Scientific classification
- Kingdom: Plantae
- Clade: Embryophytes
- Clade: Tracheophytes
- Clade: Angiosperms
- Clade: Eudicots
- Clade: Asterids
- Order: Gentianales
- Family: Rubiaceae
- Genus: Rondeletia
- Species: R. roynaefolia
- Binomial name: Rondeletia roynaefolia DC.

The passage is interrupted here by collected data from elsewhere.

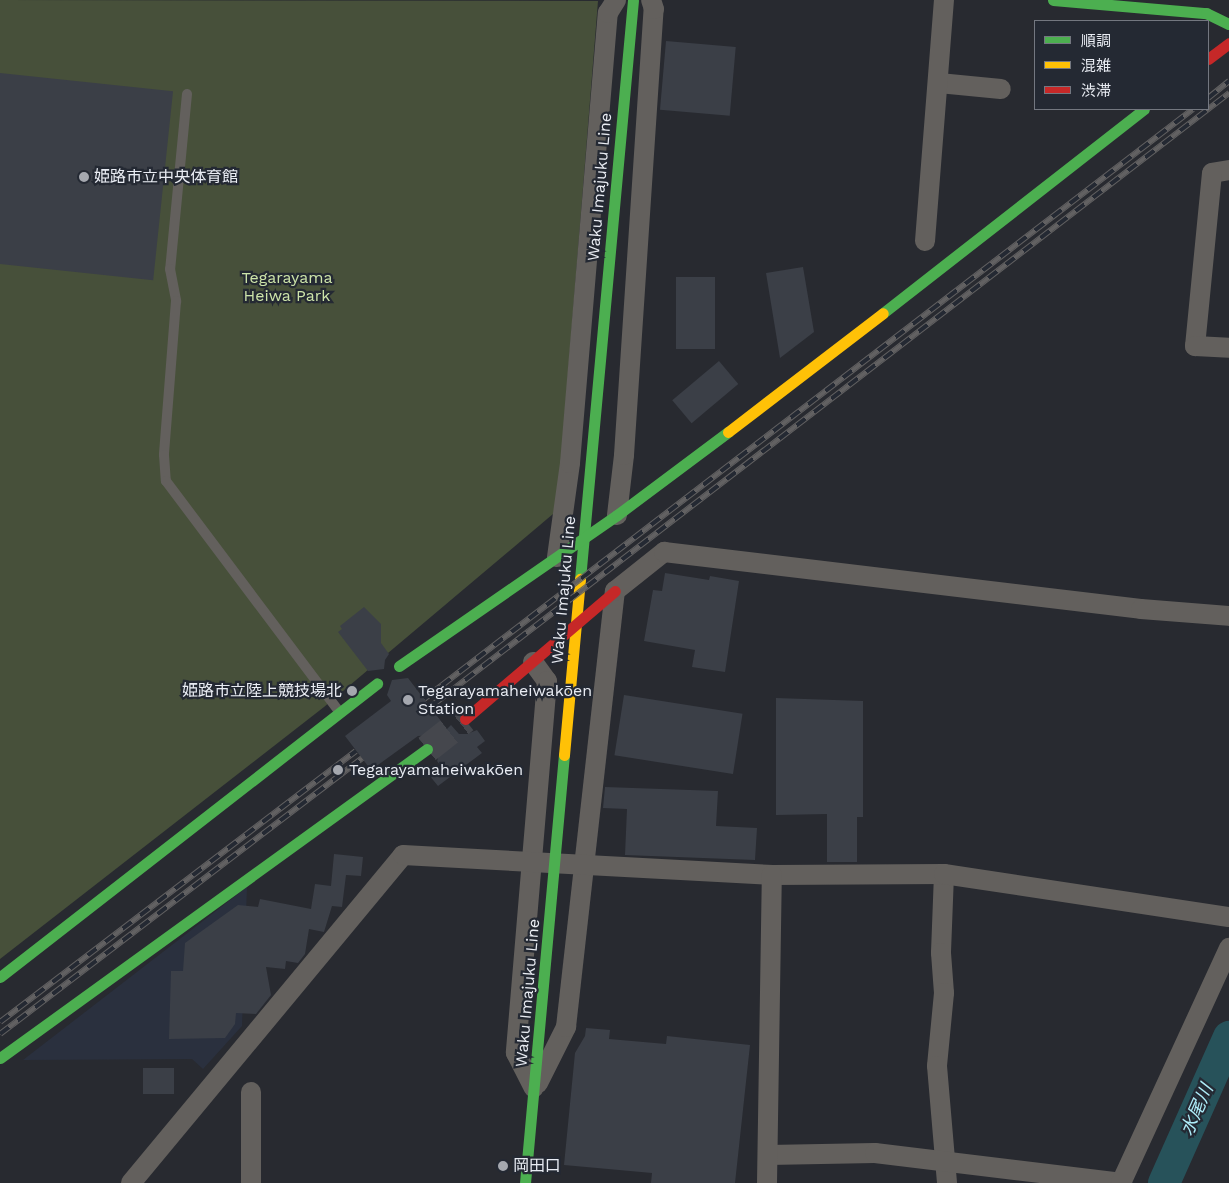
<!DOCTYPE html>
<meta charset="utf-8">
<style>
body{margin:0}
#map{position:relative;width:1229px;height:1183px;overflow:hidden;background:#282a30;font-family:"Work Sans","Noto Sans JP",sans-serif}
div>[style]{position:absolute}
.built>*{inset:0;background:#2a303e}
.green>*{inset:0;background:#47503a}
.river>*{height:32px;margin:-16px;padding:0 16px;transform-origin:16px;border-radius:16px;background:#27525a}
.building>*{inset:0;background:#3b3f47;transform-origin:0 0}
.secondary-tunnel>*{height:28px;margin-top:-14px;transform-origin:0;background:repeating-linear-gradient(90deg,#45474d 0 28px,transparent 0 42px)}
.lane>*{height:10px;margin:-5px;padding:0 5px;transform-origin:5px;border-radius:5px;background:#63605d}
.street>*{height:20px;margin:-10px;padding:0 10px;transform-origin:10px;border-radius:10px;background:#63605d}
.fast>*{height:11px;margin:-5.5px;padding:0 5.5px;transform-origin:5.5px;border-radius:5.5px;background:#4caf50}
.slow>*{height:11px;margin:-5.5px;padding:0 5.5px;transform-origin:5.5px;border-radius:5.5px;background:#ffc107}
.jam>*{height:11px;margin:-5.5px;padding:0 5.5px;transform-origin:5.5px;border-radius:5.5px;background:#c62828}
.rail>*{height:5.5px;margin-top:-2.75px;transform-origin:0;background:repeating-linear-gradient(90deg,#242933 0 11px,#626162 0 22px);box-sizing:border-box;border-block:1px solid #626162}
.dots>*{width:14px;height:14px;translate:-50% -50%;box-sizing:border-box;border:2px solid #242933;border-radius:50%}
span{translate:-50% -50%;white-space:nowrap;text-align:center;line-height:1.15;-webkit-text-stroke:4.5px #242933;paint-order:stroke}
.poi-label{font-size:16px;color:#e9ecf3}
.left{translate:0 -50%;text-align:left}
.right{translate:-100% -50%;text-align:right}
.street-label{font-size:16px;color:#e9ecf3}
.park-label{font-size:16px;color:#cde4a9}
.water-label{font-size:18px;color:#aeedf9;font-style:italic}
.legend{position:absolute;left:1034px;top:20px;width:175px;height:90px;box-sizing:border-box;background:#242933;border:1px solid #737780;margin:0;padding:6px 9px;list-style:none;font-size:15px;color:#e9ecf3}
.legend li{display:flex;align-items:center;gap:10px;height:25px}
.legend b{width:25px;border:1px solid #737780}
</style>
<div id="map">
<div class="built">
<div style="clip-path:polygon(247px 887px,242px 1026px,203px 1069px,192px 1059px,23px 1060px)"></div>
</div>
<div class="green">
<div style="clip-path:polygon(0 0,598px 1px,558px 499px,553px 514px,324px 707px,0 959px)"></div>
</div>
<div class="river">
<div style="left:1164px;top:1183px;width:160px;rotate:-66deg"></div>
</div>
<div class="building">
<div style="left:666px;top:41px;width:70px;height:69px;rotate:5deg"></div>
<div style="left:0;top:73px;width:174px;height:190px;rotate:6deg"></div>
<div style="clip-path:polygon(803px 267px,814px 332px,780px 358px,766px 273px)"></div>
<div style="left:676px;top:277px;width:39px;height:72px"></div>
<div style="left:719px;top:361px;width:30px;height:61px;rotate:50deg"></div>
<div style="clip-path:polygon(665px 573px,709px 580px,710px 576px,739px 581px,725px 672px,692px 667px,695px 650px,644px 641px,653px 590px,662px 591px)"></div>
<div style="clip-path:polygon(364px 607px,381px 624px,381px 643px,389px 654px,385px 660px,384px 669px,368px 671px,338px 632px,342px 629px,340px 626px)"></div>
<div style="clip-path:polygon(408px 678px,447px 729px,451px 725px,459px 734px,467px 734px,477px 730px,485px 741px,477px 747px,482px 753px,438px 786px,429px 775px,441px 766px,437px 761px,442px 747px,434px 735px,418px 736px,371px 770px,345px 736px,391px 701px,387px 695px,392px 680px)"></div>
<div style="left:624px;top:695px;width:120px;height:61px;rotate:9deg"></div>
<div style="clip-path:polygon(776px 698px,863px 701px,863px 817px,857px 817px,857px 862px,827px 862px,827px 814px,776px 815px)"></div>
<div style="clip-path:polygon(605px 787px,718px 791px,716px 826px,757px 828px,755px 860px,625px 855px,627px 809px,603px 808px)"></div>
<div style="clip-path:polygon(334px 854px,363px 857px,361px 876px,346px 875px,342px 907px,332px 906px,324px 932px,309px 929px,305px 954px,298px 963px,286px 961px,285px 969px,266px 967px,271px 995px,256px 1014px,236px 1013px,235px 1024px,225px 1038px,169px 1039px,171px 971px,183px 971px,185px 943px,238px 905px,258px 907px,260px 899px,311px 909px,315px 884px,331px 886px)"></div>
<div style="clip-path:polygon(586px 1028px,610px 1030px,609px 1039px,666px 1044px,667px 1036px,750px 1045px,735px 1183px,651px 1183px,652px 1173px,564px 1165px,575px 1053px,585px 1036px)"></div>
<div style="left:143px;top:1068px;width:31px;height:26px"></div>
</div>
<div class="secondary-tunnel">
<div style="left:427px;top:749px;width:48px;rotate:-38.3deg"></div>
</div>
<div class="lane">
<div style="left:187px;top:94px;width:176px;rotate:95.5deg"></div>
<div style="left:170px;top:269px;width:33px;rotate:79deg"></div>
<div style="left:176px;top:301px;width:154px;rotate:94.5deg"></div>
<div style="left:164px;top:455px;width:26px;rotate:86deg"></div>
<div style="left:166px;top:481px;width:288px;rotate:53.1deg"></div>
</div>
<div class="street">
<div style="left:939px;top:83px;width:62px;rotate:5.5deg"></div>
<div style="left:1229px;top:170px;width:17px;rotate:170deg"></div>
<div style="left:1212px;top:173px;width:174px;rotate:95.6deg"></div>
<div style="left:1195px;top:346px;width:34px;rotate:3deg"></div>
<div style="left:925px;top:241px;width:242px;rotate:-85.5deg"></div>
<div style="left:617px;top:515px;width:60px;rotate:-83.3deg"></div>
<div style="left:624px;top:455px;width:447px;rotate:-86.2deg"></div>
<div style="left:654px;top:9px;width:9px;rotate:-108deg"></div>
<div style="left:557px;top:557px;width:95px;rotate:-82.1deg"></div>
<div style="left:570px;top:463px;width:452px;rotate:-85.2deg"></div>
<div style="left:608px;top:13px;width:15px;rotate:-58deg"></div>
<div style="left:533px;top:662px;width:24px;rotate:54deg"></div>
<div style="left:547px;top:681px;width:373px;rotate:94.8deg"></div>
<div style="left:516px;top:1053px;width:39px;rotate:63deg"></div>
<div style="left:944px;top:874px;width:79px;rotate:92.2deg"></div>
<div style="left:941px;top:953px;width:40px;rotate:85.7deg"></div>
<div style="left:944px;top:993px;width:73px;rotate:95.5deg"></div>
<div style="left:937px;top:1066px;width:117px;rotate:85.1deg"></div>
<div style="left:538px;top:1083px;width:63px;rotate:-63.4deg"></div>
<div style="left:566px;top:1027px;width:439px;rotate:-83.6deg"></div>
<div style="left:615px;top:591px;width:63px;rotate:-38.5deg"></div>
<div style="left:664px;top:552px;width:480px;rotate:6.8deg"></div>
<div style="left:1141px;top:609px;width:88px;rotate:4.5deg"></div>
<div style="left:768px;top:1155px;width:107px;rotate:-1.1deg"></div>
<div style="left:875px;top:1153px;width:249px;rotate:6.9deg"></div>
<div style="left:131px;top:1183px;width:426px;rotate:-50.3deg"></div>
<div style="left:403px;top:855px;width:370px;rotate:3.1deg"></div>
<div style="left:772px;top:875px;width:172px;rotate:-0.3deg"></div>
<div style="left:944px;top:874px;width:288px;rotate:8.6deg"></div>
<div style="left:251px;top:1183px;width:91px;rotate:-90deg"></div>
<div style="left:767px;top:1183px;width:308px;rotate:-89.1deg"></div>
<div style="left:1121px;top:1183px;width:259px;rotate:-65.3deg"></div>
</div>
<div class="fast">
<div style="left:1053px;top:0;width:154px;rotate:4.9deg"></div>
<div style="left:1206px;top:13px;width:25px;rotate:26deg"></div>
<div style="left:883px;top:313px;width:331px;rotate:-38deg"></div>
<div style="left:580px;top:579px;width:581px;rotate:-84.77deg"></div>
<div style="left:399px;top:666px;width:265px;rotate:-34.7deg"></div>
<div style="left:617px;top:515px;width:139px;rotate:-36.8deg"></div>
<div style="left:0;top:977px;width:478px;rotate:-37.9deg"></div>
<div style="left:0;top:1058px;width:527px;rotate:-35.89deg"></div>
<div style="left:525px;top:1183px;width:430px;rotate:-84.8deg"></div>
</div>
<div class="slow">
<div style="left:728px;top:432px;width:195px;rotate:-37.5deg"></div>
<div style="left:564px;top:755px;width:177px;rotate:-84.8deg"></div>
</div>
<div class="jam">
<div style="left:1208px;top:59px;width:26px;rotate:-37deg"></div>
<div style="left:465px;top:719px;width:197px;rotate:-40.5deg"></div>
</div>
<div class="rail">
<div style="left:1208px;top:98px;width:27px;rotate:-39deg"></div>
<div style="left:424px;top:699px;width:969px;rotate:-37.5deg"></div>
<div style="left:430px;top:707px;width:1008px;rotate:-37.54deg"></div>
<div style="left:0;top:1022px;width:447px;rotate:-37.3deg"></div>
<div style="left:0;top:1034px;width:455px;rotate:-37.3deg"></div>
</div>
<div class="dots">
<div style="left:84px;top:177px;background:#a5a8af"></div>
<div style="left:352px;top:691px;background:#a5a8af"></div>
<div style="left:408px;top:700px;background:#a5a8af"></div>
<div style="left:338px;top:770px;background:#a5a8af"></div>
<div style="left:503px;top:1166px;background:#a5a8af"></div>
</div>
<div class="poi-label">
<span class="left" style="left:94px;top:177px">姫路市立中央体育館</span>
<span class="right" style="left:342px;top:691px">姫路市立陸上競技場北</span>
<span class="left" style="left:418px;top:700px">Tegarayamaheiwakōen<br>Station</span>
<span class="left" style="left:349px;top:770px">Tegarayamaheiwakōen</span>
<span class="left" style="left:513px;top:1166px">岡田口</span>
</div>
<div class="street-label">
<span style="left:600px;top:187px;rotate:-85deg">Waku Imajuku Line</span>
<span style="left:564px;top:590px;rotate:-85deg">Waku Imajuku Line</span>
<span style="left:528px;top:993px;rotate:-85deg">Waku Imajuku Line</span>
</div>
<div class="park-label">
<span style="left:287px;top:287px">Tegarayama<br>Heiwa Park</span>
</div>
<div class="water-label">
<span style="left:1197px;top:1110px;rotate:-66deg">水尾川</span>
</div>
<ul class="legend">
<li><b style="height:6px;background:#4caf50"></b>順調</li>
<li><b style="height:6px;background:#ffc107"></b>混雑</li>
<li><b style="height:6px;background:#c62828"></b>渋滞</li>
</ul>
</div>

= Rondeletia roynaefolia =

- Genus: Rondeletia (plant)
- Species: roynaefolia
- Authority: DC.
- Conservation status: VU

Species of flowering plant

Rondeletia roynaefolia (sometimes spelled Rondeletia royenaefolia or Rondeletia royenifolia) is a species of flowering plant in the family Rubiaceae. It is a shrub or tree native to Hispaniola. The species was described in 1830, and is listed as Vulnerable by the IUCN.

==Taxonomy==
The species was described by Augustin Pyramus de Candolle in 1830.

==Distribution==
Rondeletia roynaefolia is native to the wet tropical biome of Hispaniola (the Dominican Republic and Haiti). It grows in lowland and submontane regions, and subtropical forests, at elevations of 200-1200 m. The species has an extent of occurrence of around 11819 km2.

==Description==
Rondeletia roynaefolia is a large shrub or small tree that grows up to 4 m high.

==Conservation==
In 2023, the IUCN assessed Rondeletia roynaefolia as Vulnerable. The population is thought to be in decline. The species is threatened by agriculture, development, and harvesting for wood.

Rondeletia roynaefolia is present in protected areas of the Dominican Republic.

==Nomenclature==
In Spanish, the species is known as Cuabilla.